2. We improved on this by using TF-IDF to account for term importance.
3. We built a flexible search system with field boosting and filtering.
4. We explored dimensionality reduction techniques (SVD and NMF) to handle the curse of dimensionality.
5. Finally, we implemented state-of-the-art BERT embeddings to capture contextual meaning.

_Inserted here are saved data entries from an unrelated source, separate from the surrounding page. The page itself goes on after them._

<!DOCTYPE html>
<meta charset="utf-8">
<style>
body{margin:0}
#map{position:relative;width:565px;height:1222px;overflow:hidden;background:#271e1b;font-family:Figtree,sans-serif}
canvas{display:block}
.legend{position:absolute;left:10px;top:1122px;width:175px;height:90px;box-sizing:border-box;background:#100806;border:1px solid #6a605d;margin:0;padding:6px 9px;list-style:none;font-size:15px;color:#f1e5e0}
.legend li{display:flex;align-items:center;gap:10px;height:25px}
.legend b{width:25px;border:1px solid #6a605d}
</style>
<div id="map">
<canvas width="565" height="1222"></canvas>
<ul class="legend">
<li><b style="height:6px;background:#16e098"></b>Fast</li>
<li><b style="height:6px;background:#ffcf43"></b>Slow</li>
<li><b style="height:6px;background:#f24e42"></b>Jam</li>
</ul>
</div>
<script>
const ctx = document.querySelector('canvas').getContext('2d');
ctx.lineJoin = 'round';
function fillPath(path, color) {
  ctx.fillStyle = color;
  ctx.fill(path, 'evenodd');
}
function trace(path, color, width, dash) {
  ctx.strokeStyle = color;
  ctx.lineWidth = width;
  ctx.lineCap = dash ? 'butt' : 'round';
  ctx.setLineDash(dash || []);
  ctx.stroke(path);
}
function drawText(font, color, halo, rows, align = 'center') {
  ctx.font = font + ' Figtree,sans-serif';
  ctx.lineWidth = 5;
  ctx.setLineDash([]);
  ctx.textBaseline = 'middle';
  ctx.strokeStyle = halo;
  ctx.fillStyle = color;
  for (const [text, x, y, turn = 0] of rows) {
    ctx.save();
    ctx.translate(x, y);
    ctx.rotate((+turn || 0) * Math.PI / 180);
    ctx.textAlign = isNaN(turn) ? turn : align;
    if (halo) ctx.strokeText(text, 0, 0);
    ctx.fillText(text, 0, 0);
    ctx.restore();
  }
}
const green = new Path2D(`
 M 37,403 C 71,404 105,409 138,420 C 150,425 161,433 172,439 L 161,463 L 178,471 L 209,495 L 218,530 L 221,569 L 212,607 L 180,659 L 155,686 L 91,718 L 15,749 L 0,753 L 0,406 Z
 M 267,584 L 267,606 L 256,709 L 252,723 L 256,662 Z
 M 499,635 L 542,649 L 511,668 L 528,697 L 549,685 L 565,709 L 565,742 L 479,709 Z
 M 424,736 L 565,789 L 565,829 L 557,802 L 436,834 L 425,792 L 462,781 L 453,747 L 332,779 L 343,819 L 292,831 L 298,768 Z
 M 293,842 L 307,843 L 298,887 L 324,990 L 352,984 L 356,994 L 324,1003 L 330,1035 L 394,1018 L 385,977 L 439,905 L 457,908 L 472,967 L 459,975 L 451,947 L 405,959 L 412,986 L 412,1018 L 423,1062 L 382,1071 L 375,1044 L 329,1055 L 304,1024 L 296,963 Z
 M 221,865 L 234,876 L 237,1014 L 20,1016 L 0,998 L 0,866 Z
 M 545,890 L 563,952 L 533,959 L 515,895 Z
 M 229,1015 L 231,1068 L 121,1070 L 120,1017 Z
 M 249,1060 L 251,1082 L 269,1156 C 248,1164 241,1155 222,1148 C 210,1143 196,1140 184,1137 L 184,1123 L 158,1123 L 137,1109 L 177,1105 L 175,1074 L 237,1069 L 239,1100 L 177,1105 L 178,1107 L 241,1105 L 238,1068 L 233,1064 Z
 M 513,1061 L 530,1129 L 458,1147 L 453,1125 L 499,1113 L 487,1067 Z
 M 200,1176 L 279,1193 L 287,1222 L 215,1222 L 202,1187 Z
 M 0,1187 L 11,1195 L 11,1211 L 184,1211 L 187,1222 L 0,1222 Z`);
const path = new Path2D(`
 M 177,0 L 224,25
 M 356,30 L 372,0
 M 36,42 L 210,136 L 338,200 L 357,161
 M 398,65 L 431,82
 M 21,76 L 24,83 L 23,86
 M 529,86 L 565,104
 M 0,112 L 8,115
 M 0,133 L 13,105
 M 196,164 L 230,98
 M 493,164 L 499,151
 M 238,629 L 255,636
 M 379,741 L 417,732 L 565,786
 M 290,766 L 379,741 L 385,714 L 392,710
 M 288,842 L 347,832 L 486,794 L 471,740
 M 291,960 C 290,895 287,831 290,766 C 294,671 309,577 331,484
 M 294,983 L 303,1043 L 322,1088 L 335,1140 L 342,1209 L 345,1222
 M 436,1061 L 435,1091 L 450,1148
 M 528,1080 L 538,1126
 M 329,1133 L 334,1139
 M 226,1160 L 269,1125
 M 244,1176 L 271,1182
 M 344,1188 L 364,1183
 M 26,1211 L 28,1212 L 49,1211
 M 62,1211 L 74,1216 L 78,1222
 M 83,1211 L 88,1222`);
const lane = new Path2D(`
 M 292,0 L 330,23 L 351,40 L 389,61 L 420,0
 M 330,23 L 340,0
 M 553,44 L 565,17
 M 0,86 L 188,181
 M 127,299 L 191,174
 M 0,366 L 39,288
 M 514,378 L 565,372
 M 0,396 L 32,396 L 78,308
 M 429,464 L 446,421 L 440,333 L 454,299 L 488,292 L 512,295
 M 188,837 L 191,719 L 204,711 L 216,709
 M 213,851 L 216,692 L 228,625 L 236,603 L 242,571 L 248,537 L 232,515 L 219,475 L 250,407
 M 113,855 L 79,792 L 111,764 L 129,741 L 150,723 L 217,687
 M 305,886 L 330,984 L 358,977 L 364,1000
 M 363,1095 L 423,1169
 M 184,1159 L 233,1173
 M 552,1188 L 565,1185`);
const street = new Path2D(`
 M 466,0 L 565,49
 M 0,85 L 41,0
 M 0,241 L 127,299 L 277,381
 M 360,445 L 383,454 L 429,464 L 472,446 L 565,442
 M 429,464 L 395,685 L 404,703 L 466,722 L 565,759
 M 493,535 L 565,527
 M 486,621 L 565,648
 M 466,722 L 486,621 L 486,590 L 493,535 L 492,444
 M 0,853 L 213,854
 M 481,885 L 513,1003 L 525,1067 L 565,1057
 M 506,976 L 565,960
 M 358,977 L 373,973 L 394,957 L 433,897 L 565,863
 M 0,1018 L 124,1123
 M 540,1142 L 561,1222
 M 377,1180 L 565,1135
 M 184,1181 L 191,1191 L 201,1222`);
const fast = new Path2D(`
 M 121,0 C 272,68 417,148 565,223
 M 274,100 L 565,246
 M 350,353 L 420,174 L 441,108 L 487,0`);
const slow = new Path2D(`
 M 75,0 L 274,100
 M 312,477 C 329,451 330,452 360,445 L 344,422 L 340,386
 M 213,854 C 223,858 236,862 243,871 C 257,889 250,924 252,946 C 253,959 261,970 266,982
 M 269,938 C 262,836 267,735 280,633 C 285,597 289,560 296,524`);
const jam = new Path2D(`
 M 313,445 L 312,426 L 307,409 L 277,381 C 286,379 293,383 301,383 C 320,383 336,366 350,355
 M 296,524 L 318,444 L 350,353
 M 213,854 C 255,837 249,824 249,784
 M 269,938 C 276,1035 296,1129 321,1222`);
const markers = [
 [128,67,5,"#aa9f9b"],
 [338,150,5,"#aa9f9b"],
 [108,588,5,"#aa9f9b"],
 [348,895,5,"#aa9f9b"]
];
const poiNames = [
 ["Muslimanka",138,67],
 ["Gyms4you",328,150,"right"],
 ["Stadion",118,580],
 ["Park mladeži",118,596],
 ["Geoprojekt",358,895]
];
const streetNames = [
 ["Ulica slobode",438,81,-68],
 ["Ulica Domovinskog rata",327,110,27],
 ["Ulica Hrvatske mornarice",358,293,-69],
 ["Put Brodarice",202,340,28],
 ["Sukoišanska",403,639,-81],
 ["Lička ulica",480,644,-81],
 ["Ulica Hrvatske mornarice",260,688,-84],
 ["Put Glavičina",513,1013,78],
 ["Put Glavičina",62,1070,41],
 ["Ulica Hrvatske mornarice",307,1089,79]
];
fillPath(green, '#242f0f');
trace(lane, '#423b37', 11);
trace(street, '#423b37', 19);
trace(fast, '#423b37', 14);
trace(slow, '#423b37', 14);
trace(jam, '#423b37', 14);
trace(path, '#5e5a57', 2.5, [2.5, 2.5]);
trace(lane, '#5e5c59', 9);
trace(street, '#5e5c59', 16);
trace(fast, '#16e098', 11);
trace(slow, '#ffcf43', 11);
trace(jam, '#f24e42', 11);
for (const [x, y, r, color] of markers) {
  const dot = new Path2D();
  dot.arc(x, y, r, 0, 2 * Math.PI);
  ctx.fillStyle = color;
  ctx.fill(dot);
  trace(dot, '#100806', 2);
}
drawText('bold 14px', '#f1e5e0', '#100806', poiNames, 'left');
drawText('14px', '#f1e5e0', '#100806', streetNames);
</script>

## Comparison of Search Methods

Here's a comparison of the different approaches we explored:

| Method | Pros | Cons | Best for |
|--------|------|------|----------|
| **CountVectorizer** | Simple, fast, easy to understand | Ignores word importance, sensitive to common words | Quick prototyping, small collections |
| **TF-IDF** | Accounts for term importance, works well in practice | Still bag-of-words (no word order), no semantic understanding | General purpose IR, medium-sized collections |
| **SVD/LSA** | Reduces dimensions, finds latent relationships, handles synonyms | Loses interpretability, needs tuning | Handling synonym problem, reducing computation |
| **NMF** | Topic-like components, more interpretable than SVD | Still no deep semantics, sensitive to initialization | Topic modeling applications |
| **BERT** | Deep semantic understanding, context-aware, state-of-the-art | Computationally expensive, more complex | Understanding nuanced queries, semantic search |

**Search Quality Progression**:
1. Basic word counting (CountVectorizer) → Limited understanding
2. Word importance weighting (TF-IDF) → Better results for distinctive terms
3. Latent semantic analysis (SVD) → Some semantic connections
4. Contextual embeddings (BERT) → Deep semantic understanding

**Computational Cost Progression**:
1. CountVectorizer → Very fast
2. TF-IDF → Fast
3. SVD/NMF → Moderate
4. BERT → Most expensive

When building a search system, the choice of method depends on your specific requirements for accuracy, speed, and available computational resources.